早稲田茶館では、今後「大学院入試と研究の基礎」と題して人文・社会科学分野の大学院入試対策と研究計画書の書き方について連載してまいります。


今回は連載の概要について紹介いたします。


大学院入試を検討している方やこの春から修士課程に入学されたばかりの方のために、早稲田茶館では研究方法に関する情報を発信しています。


ぜひご購読ください。




日本の「文系」大学院の変化と現状

 

従来日本の「文系」大学院は、研究に対して並々ならぬ意欲がある学部生が、就活が不利になるリスクを顧みず進学する場所でした。
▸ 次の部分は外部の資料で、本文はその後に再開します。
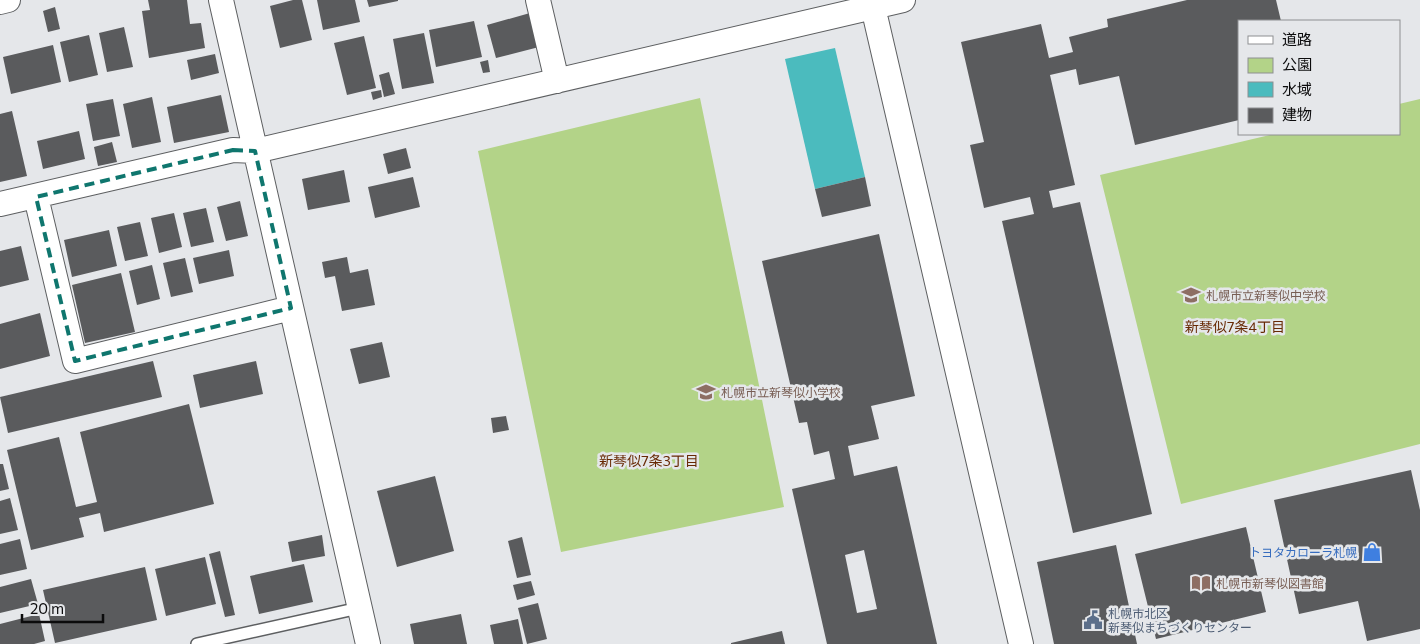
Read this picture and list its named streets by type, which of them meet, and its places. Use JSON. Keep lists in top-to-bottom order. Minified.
{"districts":["新琴似7条4丁目","新琴似7条3丁目"],"places":{"school or university":["札幌市立新琴似中学校","札幌市立新琴似小学校"],"shop":["トヨタカローラ札幌"],"library":["札幌市新琴似図書館"],"public building":["札幌市北区 新琴似まちづくりセンター"]},"legend":["道路","公園","水域","建物"],"scale_bar":"20 m"}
少なくともそのような傾向があったと思います。




残念ながら日本社会は諸外国と比べて修士学位や博士学位を軽視する傾向があると言われていますし、就職時期が遅くなるデメリットも考慮すればこの傾向は当然といえるかもしれません。








しかし、1990年代以降は特に修士課程進学者の重点化・多様化が進み、会社勤務、定年退職後などの高齢の方、プロスポーツ選手、留学生など、様々な背景をもった人が大学院に来るようになりました



「生涯学習」という概念の普及もこれを後押ししているようです。




これは一握りの研究者志望の学生のためにあるとみなされがちであった大学院が、社会的地位や国境を越えて多くの市民に開かれたということであり、大変喜ばしいことです。




研究の基礎力の不足

 

しかし、同時に現場では問題も発生しています。



多様な背景の人々が大学院に入学してきたため、当然研究に対する基礎知識のレベルも人によって様々です。
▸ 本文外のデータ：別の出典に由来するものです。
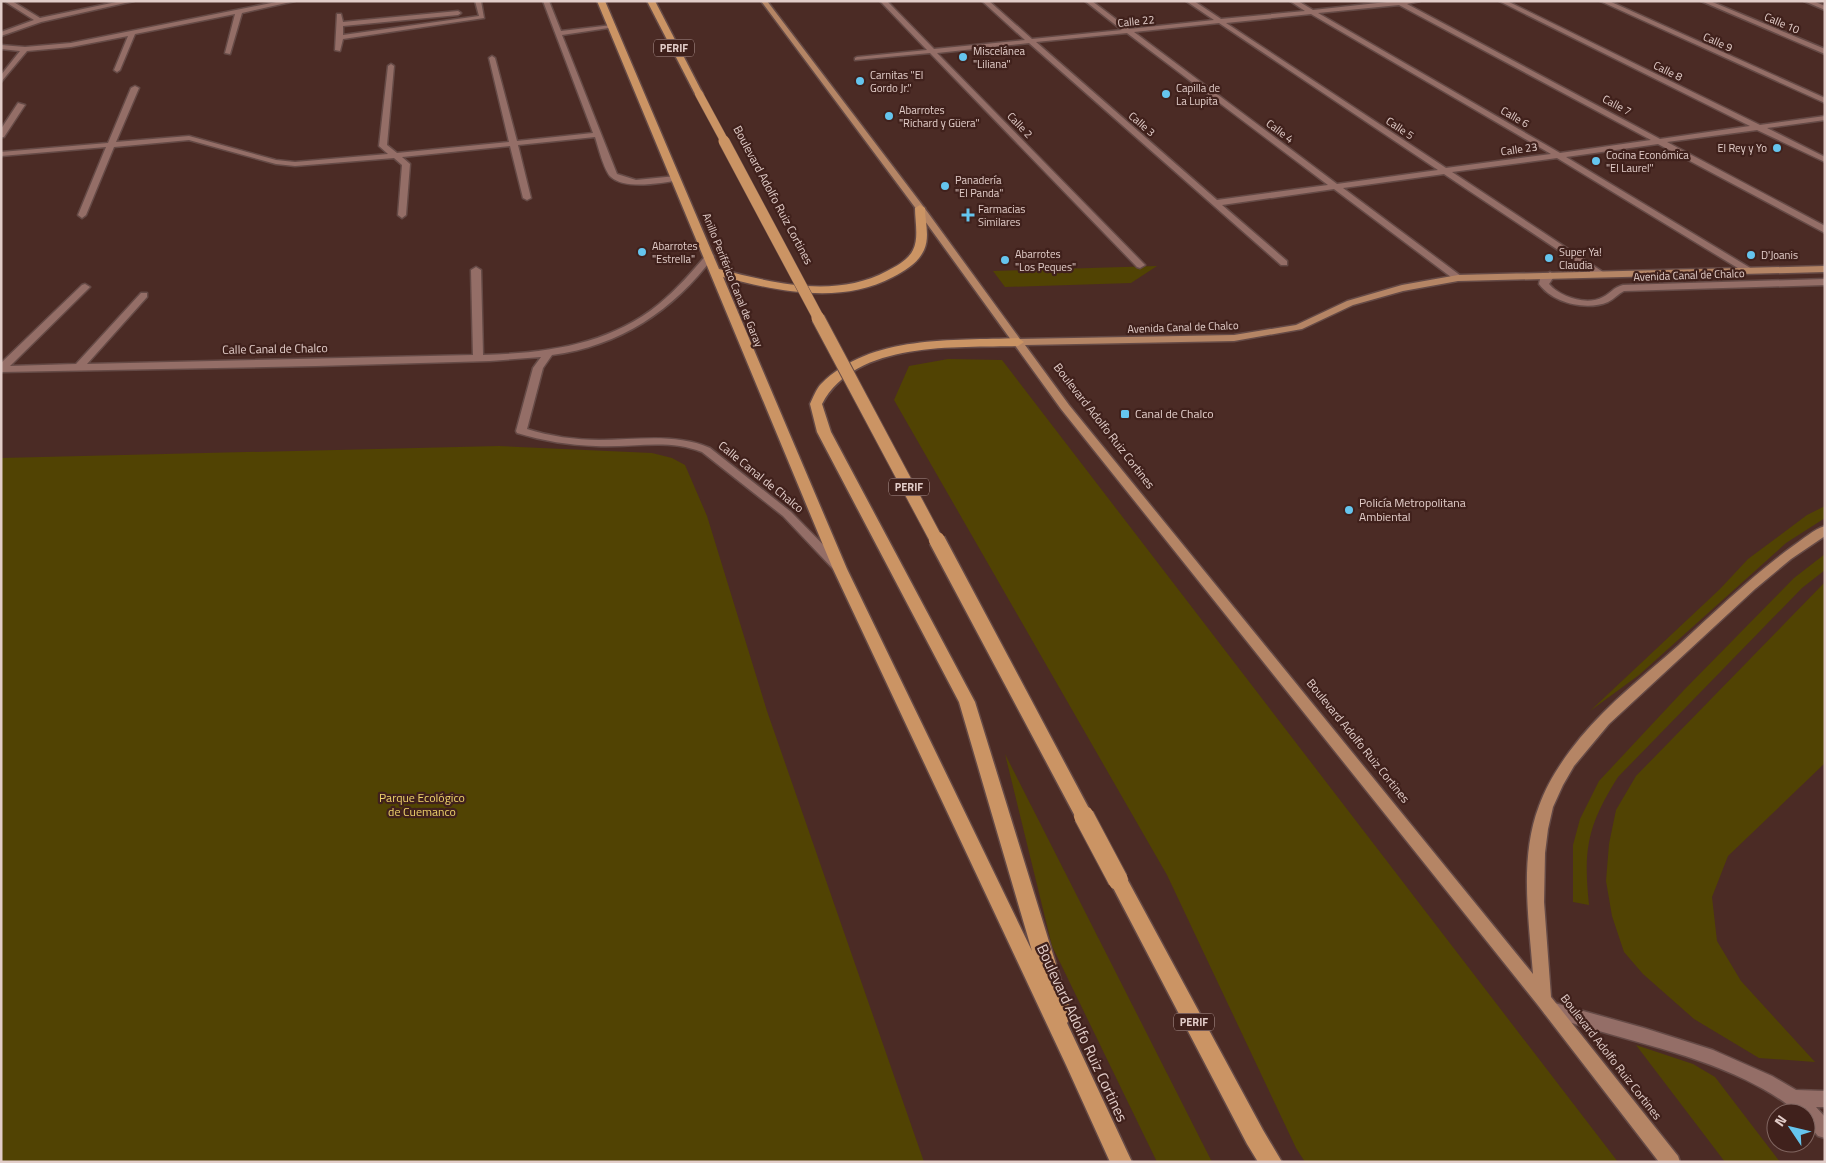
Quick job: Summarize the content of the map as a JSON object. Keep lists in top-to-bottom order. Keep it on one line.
{"streets":{"highway":["PERIF","Boulevard Adolfo Ruiz Cortines","Anillo Periférico Canal de Garay"],"main road":["Avenida Canal de Chalco"],"street":["Calle 22","Calle 10","Calle 9","Calle 8","Calle 7","Calle 6","Calle 3","Calle 2","Calle 5","Calle 4","Calle 23","Calle Canal de Chalco"]},"crossings":[["Calle 22","Calle 7"],["Calle 22","Calle 6"],["Calle 22","Calle 3"],["Calle 22","Calle 2"],["Calle 22","Calle 5"],["Calle 22","Calle 4"],["Calle 8","Calle 23"],["Calle 7","Calle 23"],["Calle 6","Calle 23"],["Calle 6","Avenida Canal de Chalco"],["Calle 3","Calle 23"],["Calle 5","Calle 23"],["Calle 5","Avenida Canal de Chalco"],["Calle 4","Calle 23"],["Calle 4","Avenida Canal de Chalco"],["Boulevard Adolfo Ruiz Cortines","Avenida Canal de Chalco"],["Boulevard Adolfo Ruiz Cortines","Anillo Periférico Canal de Garay"],["Boulevard Adolfo Ruiz Cortines","Calle Canal de Chalco"],["Anillo Periférico Canal de Garay","Calle Canal de Chalco"]],"parks":["Parque Ecológico de Cuemanco"],"places":{"other":["Miscelánea \"Liliana\"","Carnitas \"El Gordo Jr.\"","Capilla de La Lupita","Abarrotes \"Richard y Güera\"","El Rey y Yo","Cocina Económica \"El Laurel\"","Panadería \"El Panda\"","Abarrotes \"Estrella\"","D'Joanis","Super Ya! Claudia","Abarrotes \"Los Peques\"","Policía Metropolitana Ambiental"],"health":["Farmacias Similares"],"transit":["Canal de Chalco"]},"north":"top left"}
ところが、従来の大学院では、「研究の基礎知識は学生が自分自身で身に着けている」という前提のもとでゼミや講義が開かれていましたし、現在もそれを基礎から教えるという仕組みがなかなか整っていません



もちろん丁寧に基礎から教えている先生もいらっしゃいますが、多様かつ大規模化したゼミにおいて手取り足取り指導するのは限界があるでしょう。
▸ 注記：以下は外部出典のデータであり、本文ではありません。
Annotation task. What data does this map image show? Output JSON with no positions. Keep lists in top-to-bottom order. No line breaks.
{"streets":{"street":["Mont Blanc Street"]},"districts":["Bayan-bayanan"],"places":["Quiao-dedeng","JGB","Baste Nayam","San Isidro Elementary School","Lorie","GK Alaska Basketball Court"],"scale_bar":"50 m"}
そのため、研究の基礎がないまま研究計画や研究報告をしてしまい、修士論文の執筆に苦労するということがしばしばあります。



また、研究の基礎がないまま入学試験に臨んでしまい、修士課程への進学に失敗してしまうという例も数多くあります。



研究方法に関する情報発信

 

このような状態を踏まえると、入試対策や修士課程の研究に関するノウハウを発信することは、日本の大学院教育を円滑にするための一助になるかと思いますし、一定の意義があるでしょう。


今後は


  1. 研究計画書の書き方

  2. 論述の書き方

  3. 論文の書き方


の3点に焦点を当てて解説をしていく予定です。



これから大学院進学を目指す方や修士課程に入学した方などはぜひこれからの連載を活用してください。




大学院入試の特徴

 


大学院入試の形態

 

大学院入試の形態も一般的な学部の入試と比べて大きく形態の異なるものになります。

具体的に言えば

  • 研究計画書の提出

  • 論述試験

  • 語学試験(あるいは語学能力証明書の提出)

  • 面接試験

が大学院入試の基本パターンです。

これらの試験を通して、大学院の教員はこの学生に十分な研究能力があるかを判断するのです。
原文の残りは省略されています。